Exactly how many lines in the listing contain "ANGGREK"? Respond with the number and nothing more.

- - - -

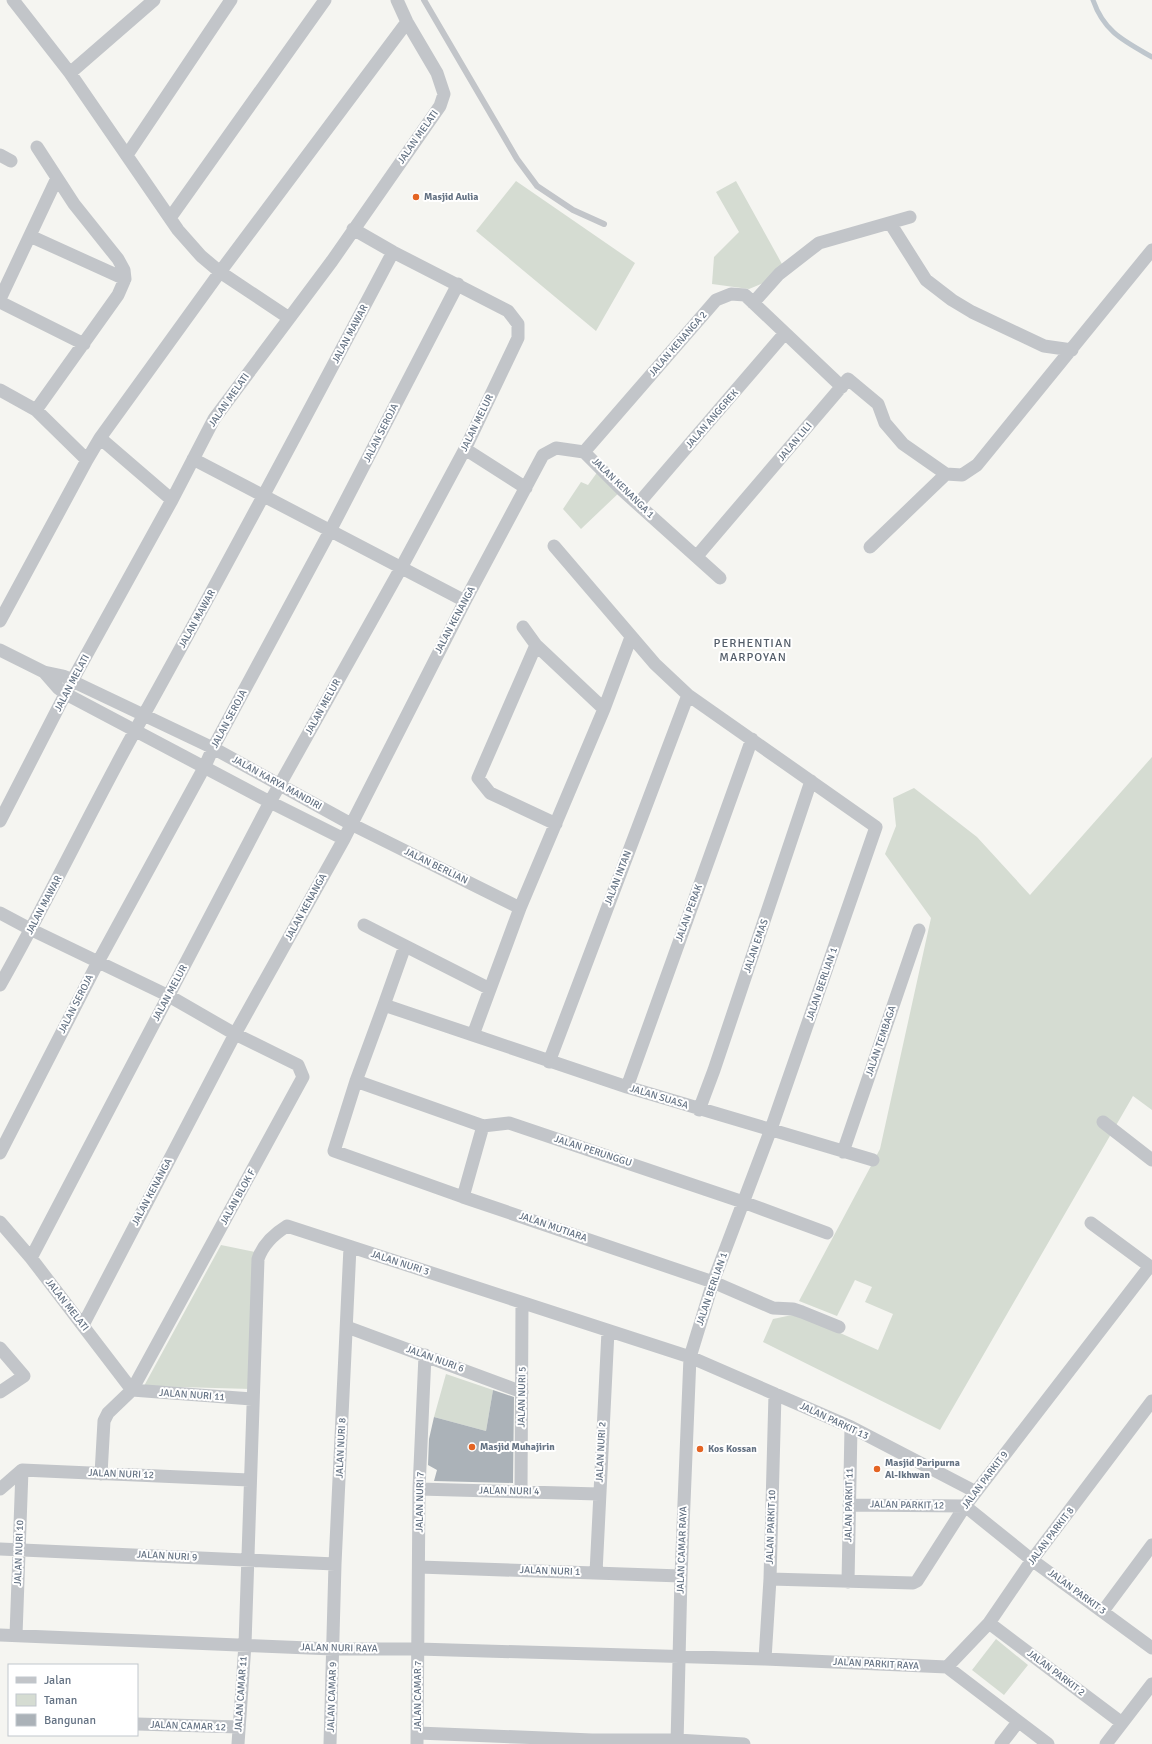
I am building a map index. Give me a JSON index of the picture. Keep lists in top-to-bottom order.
{
  "streets": {
    "street": [
      "JALAN MELATI",
      "JALAN MAWAR",
      "JALAN KENANGA 2",
      "JALAN ANGGREK",
      "JALAN MELUR",
      "JALAN SEROJA",
      "JALAN LILI",
      "JALAN KENANGA 1",
      "JALAN KENANGA",
      "JALAN KARYA MANDIRI",
      "JALAN BERLIAN",
      "JALAN INTAN",
      "JALAN PERAK",
      "JALAN EMAS",
      "JALAN BERLIAN 1",
      "JALAN TEMBAGA",
      "JALAN SUASA",
      "JALAN PERUNGGU",
      "JALAN BLOK F",
      "JALAN MUTIARA",
      "JALAN NURI 3",
      "JALAN NURI 6",
      "JALAN NURI 11",
      "JALAN NURI 5",
      "JALAN PARKIT 13",
      "JALAN NURI 8",
      "JALAN NURI 2",
      "JALAN NURI 12",
      "JALAN PARKIT 9",
      "JALAN NURI 4",
      "JALAN NURI 7",
      "JALAN PARKIT 11",
      "JALAN PARKIT 12",
      "JALAN PARKIT 10",
      "JALAN PARKIT 8",
      "JALAN CAMAR RAYA",
      "JALAN NURI 10",
      "JALAN NURI 9",
      "JALAN NURI 1",
      "JALAN PARKIT 3",
      "JALAN NURI RAYA",
      "JALAN PARKIT RAYA",
      "JALAN PARKIT 2",
      "JALAN CAMAR 11",
      "JALAN CAMAR 7",
      "JALAN CAMAR 9",
      "JALAN CAMAR 12"
    ]
  },
  "crossings": [
    ["JALAN MELATI", "JALAN MELUR"],
    ["JALAN MELATI", "JALAN KENANGA"],
    ["JALAN MELATI", "JALAN KARYA MANDIRI"],
    ["JALAN MELATI", "JALAN BLOK F"],
    ["JALAN MELATI", "JALAN NURI 11"],
    ["JALAN MAWAR", "JALAN MELUR"],
    ["JALAN MAWAR", "JALAN KARYA MANDIRI"],
    ["JALAN KENANGA 2", "JALAN ANGGREK"],
    ["JALAN KENANGA 2", "JALAN KENANGA 1"],
    ["JALAN ANGGREK", "JALAN KENANGA 1"],
    ["JALAN MELUR", "JALAN SEROJA"],
    ["JALAN MELUR", "JALAN KARYA MANDIRI"],
    ["JALAN SEROJA", "JALAN KARYA MANDIRI"],
    ["JALAN LILI", "JALAN KENANGA 1"],
    ["JALAN KENANGA 1", "JALAN KENANGA"],
    ["JALAN KENANGA", "JALAN KARYA MANDIRI"],
    ["JALAN KENANGA", "JALAN BERLIAN"],
    ["JALAN KENANGA", "JALAN BLOK F"],
    ["JALAN KARYA MANDIRI", "JALAN BERLIAN"],
    ["JALAN INTAN", "JALAN BERLIAN 1"],
    ["JALAN INTAN", "JALAN SUASA"],
    ["JALAN PERAK", "JALAN BERLIAN 1"],
    ["JALAN PERAK", "JALAN SUASA"],
    ["JALAN EMAS", "JALAN BERLIAN 1"],
    ["JALAN EMAS", "JALAN SUASA"],
    ["JALAN BERLIAN 1", "JALAN SUASA"],
    ["JALAN BERLIAN 1", "JALAN PERUNGGU"],
    ["JALAN BERLIAN 1", "JALAN MUTIARA"],
    ["JALAN BERLIAN 1", "JALAN NURI 3"],
    ["JALAN BERLIAN 1", "JALAN PARKIT 13"],
    ["JALAN BERLIAN 1", "JALAN CAMAR RAYA"],
    ["JALAN PERUNGGU", "JALAN MUTIARA"],
    ["JALAN BLOK F", "JALAN NURI 11"],
    ["JALAN NURI 3", "JALAN NURI 11"],
    ["JALAN NURI 3", "JALAN NURI 5"],
    ["JALAN NURI 3", "JALAN PARKIT 13"],
    ["JALAN NURI 3", "JALAN NURI 8"],
    ["JALAN NURI 3", "JALAN NURI 2"],
    ["JALAN NURI 3", "JALAN CAMAR RAYA"],
    ["JALAN NURI 3", "JALAN CAMAR 11"],
    ["JALAN NURI 6", "JALAN NURI 5"],
    ["JALAN NURI 6", "JALAN NURI 8"],
    ["JALAN NURI 6", "JALAN NURI 7"],
    ["JALAN NURI 11", "JALAN CAMAR 11"],
    ["JALAN NURI 5", "JALAN NURI 4"],
    ["JALAN PARKIT 13", "JALAN PARKIT 9"],
    ["JALAN PARKIT 13", "JALAN PARKIT 11"],
    ["JALAN PARKIT 13", "JALAN PARKIT 10"],
    ["JALAN PARKIT 13", "JALAN CAMAR RAYA"],
    ["JALAN NURI 8", "JALAN NURI 9"],
    ["JALAN NURI 8", "JALAN NURI RAYA"],
    ["JALAN NURI 8", "JALAN CAMAR 9"],
    ["JALAN NURI 2", "JALAN NURI 4"],
    ["JALAN NURI 2", "JALAN NURI 1"],
    ["JALAN NURI 12", "JALAN NURI 10"],
    ["JALAN NURI 12", "JALAN CAMAR 11"],
    ["JALAN PARKIT 9", "JALAN PARKIT 11"],
    ["JALAN PARKIT 9", "JALAN PARKIT 12"],
    ["JALAN PARKIT 9", "JALAN PARKIT 10"],
    ["JALAN PARKIT 9", "JALAN PARKIT 3"],
    ["JALAN NURI 4", "JALAN NURI 7"],
    ["JALAN NURI 7", "JALAN NURI 1"],
    ["JALAN NURI 7", "JALAN NURI RAYA"],
    ["JALAN NURI 7", "JALAN CAMAR 7"],
    ["JALAN PARKIT 11", "JALAN PARKIT 12"],
    ["JALAN PARKIT 12", "JALAN PARKIT 3"],
    ["JALAN PARKIT 10", "JALAN PARKIT RAYA"],
    ["JALAN PARKIT 8", "JALAN PARKIT 3"],
    ["JALAN PARKIT 8", "JALAN PARKIT RAYA"],
    ["JALAN PARKIT 8", "JALAN PARKIT 2"],
    ["JALAN CAMAR RAYA", "JALAN NURI 1"],
    ["JALAN CAMAR RAYA", "JALAN NURI RAYA"],
    ["JALAN CAMAR RAYA", "JALAN PARKIT RAYA"],
    ["JALAN NURI 10", "JALAN NURI 9"],
    ["JALAN NURI 10", "JALAN NURI RAYA"],
    ["JALAN NURI 9", "JALAN CAMAR 11"],
    ["JALAN NURI RAYA", "JALAN PARKIT RAYA"],
    ["JALAN NURI RAYA", "JALAN CAMAR 11"],
    ["JALAN NURI RAYA", "JALAN CAMAR 7"],
    ["JALAN NURI RAYA", "JALAN CAMAR 9"],
    ["JALAN CAMAR 11", "JALAN CAMAR 12"]
  ],
  "districts": ["PERHENTIAN MARPOYAN"],
  "places": [
    "Masjid Aulia",
    "Masjid Muhajirin",
    "Kos Kossan",
    "Masjid Paripurna Al-Ikhwan"
  ],
  "legend": ["Jalan", "Taman", "Bangunan"]
}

- - - -

SOLVED EXERCISE:
3